Esa noche fue menos larga que las anteriores, pero desperté con el llanto amarrado al pecho. Me fui al gimnasio y ese día la clase de natación estuvo especialmente intensa. Me concentré en no quedarme sin aliento, en no detenerme. Mientras mi cuerpo se movía con toda la fuerza posible y mi mente estaba libre de miedos, imágenes terroríficas y demonios, tuve una visión que me mostró el verdadero significado de mi pesadilla. Entre brazadas y patadas pude ver con claridad lo que me estaba sucediendo. La pesadilla no era más que el reflejo de mí misma, de cómo me estaba sintiendo por cargar una culpa que no me pertenecía y que me impedía avanzar, una culpa inventada que me tenía estancada. Seguí nadando con más entusiasmo y esfuerzo, como si con cada brazada me deshiciera de lo que me estaba lastimando y tomara consciencia de lo que necesitaba mejorar en mí para volver a estar bien, para resurgir de mis miedos y dejar atrás esas imágenes tan negativas. Salí de la alberca más animada y menos indefensa.

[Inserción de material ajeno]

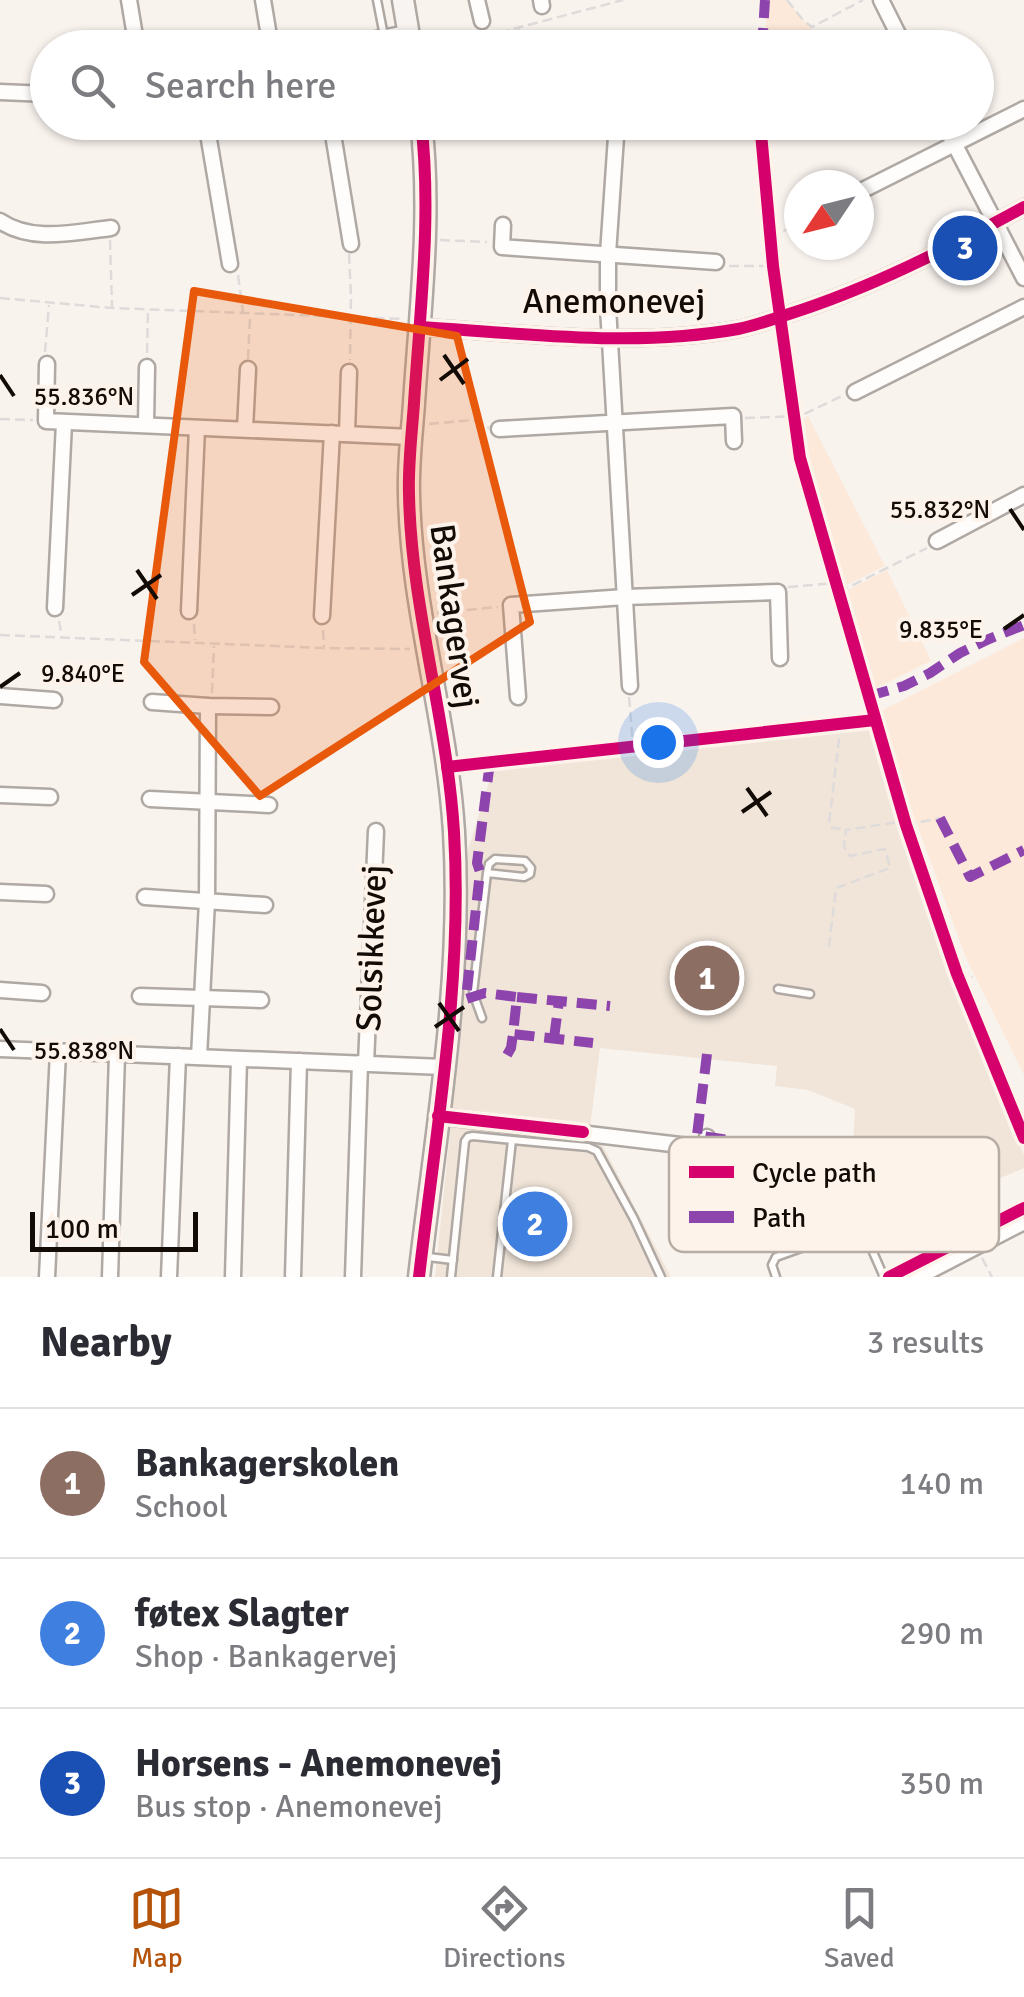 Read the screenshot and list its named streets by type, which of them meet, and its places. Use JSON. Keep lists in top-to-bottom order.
{
  "streets": {
    "street": ["Anemonevej", "Bankagervej", "Solsikkevej"]
  },
  "crossings": [
    ["Anemonevej", "Bankagervej"],
    ["Bankagervej", "Solsikkevej"]
  ],
  "legend": ["Cycle path", "Path"],
  "scale_bar": "100 m",
  "north": "bottom left",
  "page": {
    "search": "Search here",
    "pins": ["3", "1", "2"],
    "scale": "100 m",
    "heading": ["Nearby", "3 results"],
    "list": [
      {
        "mark": "1",
        "name": "Bankagerskolen",
        "note": "School",
        "value": "140 m"
      },
      {
        "mark": "2",
        "name": "føtex Slagter",
        "note": "Shop · Bankagervej",
        "value": "290 m"
      },
      {
        "mark": "3",
        "name": "Horsens - Anemonevej",
        "note": "Bus stop · Anemonevej",
        "value": "350 m"
      }
    ],
    "nav": ["Map", "Directions", "Saved"]
  },
  "coordinates": [
    "55.836°N",
    "55.832°N",
    "9.835°E",
    "9.840°E",
    "55.838°N"
  ]
}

Ahora mis noches ya no son tan largas y la pesadilla se va borrando de mi mente. No me voy a quebrar. De pie me sacudo la apatía. Regreso a la vida. Me obligo a tomar la pluma y despacio me desenredo: un miedo a la vez y también un sueño; una sonrisa por cada lágrima y siempre conmigo la confianza de que todo estará bien.